This brief post uses the neologism ‘labor clouds.’:
It turns out that John’s new company NewCo is using Work Market to create and manage a labor cloud of writers and editors to create a new publication. Some of these writers and editors are full time employees, some are contractors, some are true freelancers. In the “labor cloud” model, you manage all of the labor you need to get something done in a single platform instead of three (or four, or five, or six).

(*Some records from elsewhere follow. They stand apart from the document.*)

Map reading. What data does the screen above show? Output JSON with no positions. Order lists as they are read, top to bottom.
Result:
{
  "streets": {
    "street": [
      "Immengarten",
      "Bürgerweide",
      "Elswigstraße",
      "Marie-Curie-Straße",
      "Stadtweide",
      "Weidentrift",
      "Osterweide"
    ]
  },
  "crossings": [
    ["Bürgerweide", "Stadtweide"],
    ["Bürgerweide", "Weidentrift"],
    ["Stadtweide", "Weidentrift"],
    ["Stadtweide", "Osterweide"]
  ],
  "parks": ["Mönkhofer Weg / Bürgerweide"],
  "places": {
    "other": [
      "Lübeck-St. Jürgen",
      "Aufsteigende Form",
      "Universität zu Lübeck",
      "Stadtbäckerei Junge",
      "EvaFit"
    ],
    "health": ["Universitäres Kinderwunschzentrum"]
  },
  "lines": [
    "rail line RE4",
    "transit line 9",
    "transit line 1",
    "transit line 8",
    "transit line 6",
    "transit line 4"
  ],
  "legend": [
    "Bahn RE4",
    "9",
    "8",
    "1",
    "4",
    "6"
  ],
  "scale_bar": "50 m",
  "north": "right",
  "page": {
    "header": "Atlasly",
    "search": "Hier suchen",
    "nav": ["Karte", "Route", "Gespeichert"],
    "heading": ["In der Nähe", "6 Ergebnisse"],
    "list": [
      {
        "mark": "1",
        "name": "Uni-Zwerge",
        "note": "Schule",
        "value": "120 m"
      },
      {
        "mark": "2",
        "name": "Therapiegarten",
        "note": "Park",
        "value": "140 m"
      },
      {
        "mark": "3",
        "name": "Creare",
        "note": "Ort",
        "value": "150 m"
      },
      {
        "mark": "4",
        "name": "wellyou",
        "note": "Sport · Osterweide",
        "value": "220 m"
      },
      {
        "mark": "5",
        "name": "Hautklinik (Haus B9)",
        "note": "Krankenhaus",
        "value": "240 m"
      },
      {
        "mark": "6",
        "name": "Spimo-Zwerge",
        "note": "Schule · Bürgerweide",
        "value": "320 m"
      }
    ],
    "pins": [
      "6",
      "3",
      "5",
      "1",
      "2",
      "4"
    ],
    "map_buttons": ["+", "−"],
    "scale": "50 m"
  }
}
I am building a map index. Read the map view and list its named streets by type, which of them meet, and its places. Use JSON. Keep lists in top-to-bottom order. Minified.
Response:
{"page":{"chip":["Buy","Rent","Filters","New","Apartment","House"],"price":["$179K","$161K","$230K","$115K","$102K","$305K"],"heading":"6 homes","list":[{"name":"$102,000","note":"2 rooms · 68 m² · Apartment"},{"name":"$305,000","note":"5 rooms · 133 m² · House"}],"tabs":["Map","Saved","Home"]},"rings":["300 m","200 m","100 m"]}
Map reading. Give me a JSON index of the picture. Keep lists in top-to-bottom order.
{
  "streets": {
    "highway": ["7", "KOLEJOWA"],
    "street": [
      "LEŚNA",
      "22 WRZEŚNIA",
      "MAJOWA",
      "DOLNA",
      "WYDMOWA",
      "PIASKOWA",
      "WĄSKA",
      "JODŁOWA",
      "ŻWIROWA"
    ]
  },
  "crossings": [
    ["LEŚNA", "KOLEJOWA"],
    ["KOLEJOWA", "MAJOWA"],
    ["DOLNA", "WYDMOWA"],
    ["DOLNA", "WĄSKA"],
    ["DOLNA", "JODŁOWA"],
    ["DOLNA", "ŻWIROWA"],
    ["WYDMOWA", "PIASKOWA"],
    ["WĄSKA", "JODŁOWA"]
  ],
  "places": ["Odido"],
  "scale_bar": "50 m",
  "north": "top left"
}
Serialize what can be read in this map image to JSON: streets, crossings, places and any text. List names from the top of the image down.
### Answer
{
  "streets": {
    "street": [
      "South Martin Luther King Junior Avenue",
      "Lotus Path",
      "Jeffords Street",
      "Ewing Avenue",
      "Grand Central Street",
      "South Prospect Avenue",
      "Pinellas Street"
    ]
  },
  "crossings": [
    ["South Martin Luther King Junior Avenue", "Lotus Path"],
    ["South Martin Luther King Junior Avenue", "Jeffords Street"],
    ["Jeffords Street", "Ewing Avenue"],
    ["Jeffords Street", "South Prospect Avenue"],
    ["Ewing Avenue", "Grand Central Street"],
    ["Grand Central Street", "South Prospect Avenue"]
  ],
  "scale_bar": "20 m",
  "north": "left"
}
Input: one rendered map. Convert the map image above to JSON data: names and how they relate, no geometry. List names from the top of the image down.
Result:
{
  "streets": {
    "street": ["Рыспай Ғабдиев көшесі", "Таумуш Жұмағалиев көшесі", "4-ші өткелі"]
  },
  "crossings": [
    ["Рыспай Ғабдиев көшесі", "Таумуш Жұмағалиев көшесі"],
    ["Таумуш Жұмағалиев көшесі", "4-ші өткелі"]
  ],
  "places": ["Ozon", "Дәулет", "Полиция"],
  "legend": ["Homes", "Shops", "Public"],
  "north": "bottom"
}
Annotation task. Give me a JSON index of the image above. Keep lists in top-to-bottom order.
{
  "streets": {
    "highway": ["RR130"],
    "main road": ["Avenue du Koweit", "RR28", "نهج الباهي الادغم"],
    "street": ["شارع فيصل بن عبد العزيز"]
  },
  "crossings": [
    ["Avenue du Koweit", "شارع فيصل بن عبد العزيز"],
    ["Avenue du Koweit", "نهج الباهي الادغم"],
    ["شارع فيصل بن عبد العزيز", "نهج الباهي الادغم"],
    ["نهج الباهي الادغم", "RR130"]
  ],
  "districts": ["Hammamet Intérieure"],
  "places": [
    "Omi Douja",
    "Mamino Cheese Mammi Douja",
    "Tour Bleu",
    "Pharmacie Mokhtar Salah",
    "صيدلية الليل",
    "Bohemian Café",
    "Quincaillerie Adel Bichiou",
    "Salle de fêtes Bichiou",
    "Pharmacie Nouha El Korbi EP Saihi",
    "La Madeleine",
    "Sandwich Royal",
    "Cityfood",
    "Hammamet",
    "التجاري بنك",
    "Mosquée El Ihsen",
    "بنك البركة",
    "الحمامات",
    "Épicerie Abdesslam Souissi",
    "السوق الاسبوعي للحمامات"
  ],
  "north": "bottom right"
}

You can find labor clouds in most mission organizations as well. On Friday, I wrote about one aspect of the nationals vs. expatriate discussion. The reality is, most mission organizations feature a “labor cloud” that is a mix of headquarters staff, roving consultants and experts, long-term expatriate workers, short-term teams, and nationals. To say that mission agencies “don’t send long-term workers and support nationals” (or vice-versa) is to ignore this reality. Beyond, my agency, is a mission-sending organization. We send long-term workers. But our workers are very much “in the background” on the field, concentrating on raising up nationals who have a heart for their people. We use the acronym “MAWL” (Model, Assist, Watch, Leave) as part of our operating philosophy, and we truly believe the national should take the lead while the expat never “teaches” anything that is not reproducible by nationals at every level. Do we support nationals? We don’t pay salaries. But in every non-salary sense of the word, yes, we do support nationals. We want to get as close to E-0 evangelism as possible, because through E-0 and E-1 movements spread rapidly through a people group, and then through E-2 and E-3 it jumps the boundaries. Put another way, labor clouds are just another aspect of “the whole church bringing the whole gospel to the whole world.”